Low Embodied Energy and Carbon, High Lifetime Silicon Boules via a Combined Chemical Vapor Deposition/Float Zone Process: Article No. 113902

This work evaluates a new process route to making float zone (Fz)-quality silicon wafers using a combination of computational fluid dynamics (CFD) modeling and technoeconomic analysis. Our analysis finds that the new process competes with Czochralski (Cz)-grown wafers on a levelized cost of energy system level. The new process also decreases embodied energy and carbon of silicon photovoltaics (PV) by ~6x circumventing the energy-costly Siemens process used in polycrystalline silicon (poly-Si) production plants to generate feedstock for Fz and Cz boules.

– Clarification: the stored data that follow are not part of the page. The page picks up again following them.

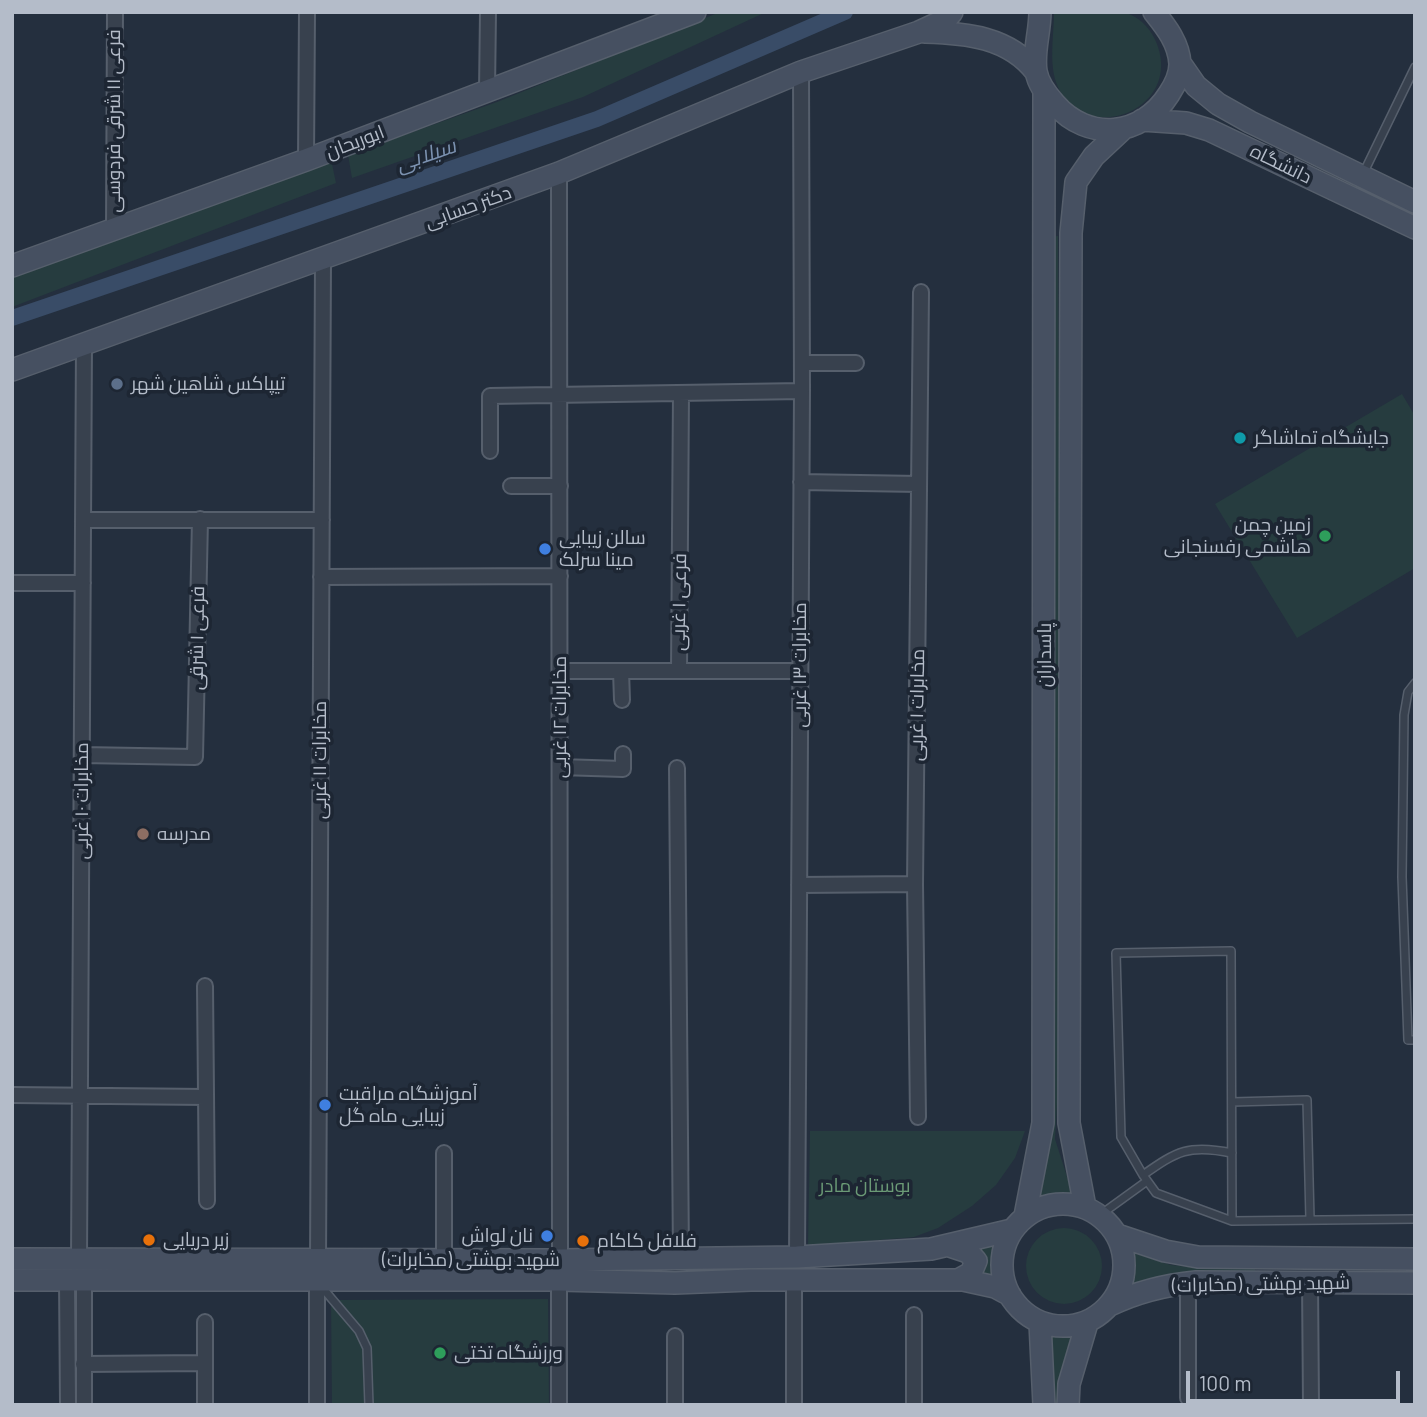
<!DOCTYPE html>
<meta charset="utf-8">
<style>
body{margin:0}
#map{position:relative;width:1427px;height:1417px;overflow:hidden;background:#242f3e;font-family:Barlow,sans-serif}
canvas{display:block}
.frame{position:absolute;inset:0;border:14px solid #b4bcc9;pointer-events:none}
.scale{position:absolute;left:1186px;top:1371px;width:214px;height:32px;box-sizing:border-box;border:4px solid #b4bcc9;border-top:0;padding-left:9px;font-size:21px;line-height:24px;white-space:nowrap;color:#b4bcc9;-webkit-text-stroke:5px #1d2633;paint-order:stroke}
</style>
<div id="map">
<canvas width="1427" height="1417"></canvas>
<div class="frame"></div>
<div class="scale">100 m</div>
</div>
<script>
const context = document.querySelector('canvas').getContext('2d');
context.lineJoin = 'round';
function fillPath(path, color) {
  context.fillStyle = color;
  context.fill(path, 'evenodd');
}
function trace(path, color, width, dash) {
  context.strokeStyle = color;
  context.lineWidth = width;
  context.lineCap = dash ? 'butt' : 'round';
  context.setLineDash(dash || []);
  context.stroke(path);
}
function write(font, color, halo, rows, align = 'center') {
  context.font = font + ' Barlow,Cairo,sans-serif';
  context.lineWidth = 7;
  context.setLineDash([]);
  context.textBaseline = 'middle';
  context.strokeStyle = halo;
  context.fillStyle = color;
  for (const [text, x, y, turn = 0] of rows) {
    context.save();
    context.translate(x, y);
    context.rotate((+turn || 0) * Math.PI / 180);
    context.textAlign = isNaN(turn) ? turn : align;
    if (halo) context.strokeText(text, 0, 0);
    context.fillText(text, 0, 0);
    context.restore();
  }
}
const green = new Path2D(`
 M720,12H766L583,97L352,178L348,155L497,102Z
 M1054,12C1070,12 1116,8 1129,14C1142,19 1152,31 1157,44C1183,112 1080,149 1056,82C1049,61 1054,34 1054,12Z
 M331,159L336,183L12,307V275Z
 M1058,236L1060,645L1058,831L1061,1032L1055,1139L1070,1186L1077,1201L1058,1197L1035,1201L1048,237Z
 M1402,394L1415,416V568L1297,638L1215,504Z
 M810,1131H1025L1015,1158L996,1185L972,1206L938,1228L914,1237L808,1246Z
 M1026 1266a38 38 0 1 1 76 0a38 38 0 1 1-76 0Z
 M997,1244C991,1255 990,1263 994,1274H982L971,1248Z
 M1130,1252L1171,1265L1207,1269L1255,1268L1256,1276L1130,1288L1133,1271Z
 M548,1299L549,1405H332L331,1300Z
 M1046,1332L1062,1337L1073,1336C1063,1359 1060,1379 1060,1405H1050Z`);
const canal = new Path2D(`
 M12,318L597,119L845,12`);
const lane = new Path2D(`
 M1363,174L1415,67
 M1415,683L1408,692L1404,715L1402,877L1408,1040H1415
 M1232,1102L1307,1100L1310,1219
 M1232,1153C1189,1144 1177,1151 1143,1175L1156,1193L1232,1221L1415,1219
 M1143,1175L1121,1137L1116,953L1231,951L1232,1221
 M1100,1215L1147,1181
 M320,1285L359,1331L367,1348L369,1405`);
const street = new Path2D(`
 M487,91L488,12
 M306,160L307,12
 M559,173L560,1260
 M114,230L115,12
 M802,363H856
 M490,451V396L802,391
 M801,482L919,484
 M511,486H560
 M83,520H322
 M321,577L560,576
 M12,583H83
 M560,671H800
 M621,671L622,700
 M679,671L681,393
 M82,755L195,757L200,519
 M560,767L623,769V754
 M677,768L681,1259
 M799,885L915,884
 M205,986L207,1201
 M12,1095L206,1097
 M918,1117L915,884L921,292
 M797,1257L802,391L801,72
 M79,1259L84,343
 M318,1260L323,260
 M444,1260V1153
 M67,1280L68,1405
 M317,1280V1405
 M84,1281V1405
 M794,1281V1405
 M1310,1282L1311,1405
 M1188,1283V1398
 M914,1315V1405
 M83,1364L205,1363
 M205,1405V1322
 M559,1405V1280
 M675,1405V1336`);
const secondary = new Path2D(`
 M1040,12C1040,32 1033,52 1036,71C1038,84 1046,94 1055,104C1088,142 1142,137 1169,94C1175,85 1180,75 1180,64C1179,43 1166,27 1154,12
 M925,32C966,33 1009,37 1036,72
 M1180,63L1196,86L1218,104L1250,122L1415,202
 M1142,120L1186,123L1209,130L1415,228
 M12,266L306,160L695,12
 M12,370L559,173L801,72L919,32L945,20L952,12
 M1002 1265a61 61 0 1 1 122 0a61 61 0 1 1-122 0Z
 M1085,1207L1069,1123L1071,233L1076,182L1094,156L1124,128
 M1025,1216L1043,1123L1044,92
 M1117,1235L1165,1251L1198,1257L1415,1259
 M950,1246L968,1252L976,1261L971,1273L958,1280
 M12,1259L560,1260L797,1257L931,1249L1012,1230
 M12,1280H559L675,1283L751,1280H963L995,1287L1010,1295
 M1110,1305C1139,1291 1165,1285 1196,1282L1415,1283
 M1040,1323L1044,1405
 M1068,1405L1069,1384L1087,1323`);
const markers = [
 [117,384,7,"#5c6f8a"],
 [1240,438,7,"#0f9aa8"],
 [1325,536,7,"#2e9e5b"],
 [545,549,7,"#3f7fe0"],
 [143,834,7,"#8d6e63"],
 [325,1105,7,"#3f7fe0"],
 [547,1236,7,"#3f7fe0"],
 [149,1240,7,"#e8710a"],
 [583,1241,7,"#e8710a"],
 [440,1353,7,"#2e9e5b"]
];
const streetNames = [
 ["فرعی ۱۱ شرقی فردوسی",114,121,-90],
 ["ابوریحان",355,142,-21],
 ["دانشگاه",1281,164,26],
 ["دکتر حسابی",468,207,-20],
 ["فرعی ۱ غربی",679,602,-89],
 ["فرعی ۱ شرقی",197,638,-89],
 ["پاسداران",1045,655,-90],
 ["مخابرات ۱۳ غربی",800,665,-90],
 ["مخابرات ۱ غربی",917,705,-89],
 ["مخابرات ۱۲ غربی",560,717,-90],
 ["مخابرات ۱۱ غربی",320,760,-90],
 ["مخابرات ۱۰ غربی",82,801,-90],
 ["شهید بهشتی (مخابرات)",471,1260],
 ["شهید بهشتی (مخابرات)",1261,1284,-1]
];
const poiNames = [
 ["تیپاکس شاهین شهر",131,384],
 ["جایشگاه تماشاگر",1254,438],
 ["زمین چمن",1311,525,"right"],
 ["هاشمی رفسنجانی",1311,547,"right"],
 ["سالن زیبایی",559,538],
 ["مینا سرلک",559,560],
 ["مدرسه",157,834],
 ["آموزشگاه مراقبت",339,1094],
 ["زیبایی ماه گل",339,1116],
 ["نان لواش",533,1236,"right"],
 ["زیر دریایی",163,1240],
 ["فلافل کاکام",597,1241],
 ["ورزشگاه تختی",454,1353]
];
const parkNames = [
 ["بوستان مادر",865,1186]
];
const waterNames = [
 ["سیلابی",426,155,-19]
];
fillPath(green, '#263c3f');
trace(canal, '#394c67', 16);
trace(lane, '#565f6c', 10);
trace(street, '#565f6c', 18);
trace(secondary, '#565f6c', 24);
trace(lane, '#38414e', 7);
trace(street, '#38414e', 14);
trace(secondary, '#465061', 21);
for (const [x, y, r, color] of markers) {
  const dot = new Path2D();
  dot.arc(x, y, r, 0, 2 * Math.PI);
  context.fillStyle = color;
  context.fill(dot);
  trace(dot, '#1d2633', 2.5);
}
write('19px', '#b4bcc9', '#1d2633', streetNames);
write('19px', '#b4bcc9', '#1d2633', poiNames, 'left');
write('19px', '#6b9a76', '#1d2633', parkNames);
write('italic 21px', '#7c92b1', '#1d2633', waterNames);
</script>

Instead of using poly-Si from the Siemens process to feed crystallization, the new process uses the high-purity, trichlorosilane (TCS) precursor gas to grow a poly-Si feed rod in-situ during a modified Fz1,2 boule growth process. The gas-to-boule float zone process enables opportunity to produce high-purity (low metals and oxygen content), uniformly doped single crystal silicon boules and wafers with high bulk lifetimes (..tau..bulk > 15 ms) to enable higher efficiency cells (>27 %) with fewer known degradation mechanisms than Czochralski (Cz)-grown wafers. These benefits reduce the levelized cost of electricity (LCOE) of PV-produced electricity. Here we show the results of our CFD and chemical modeling of the process to prove feasibility and economic viability.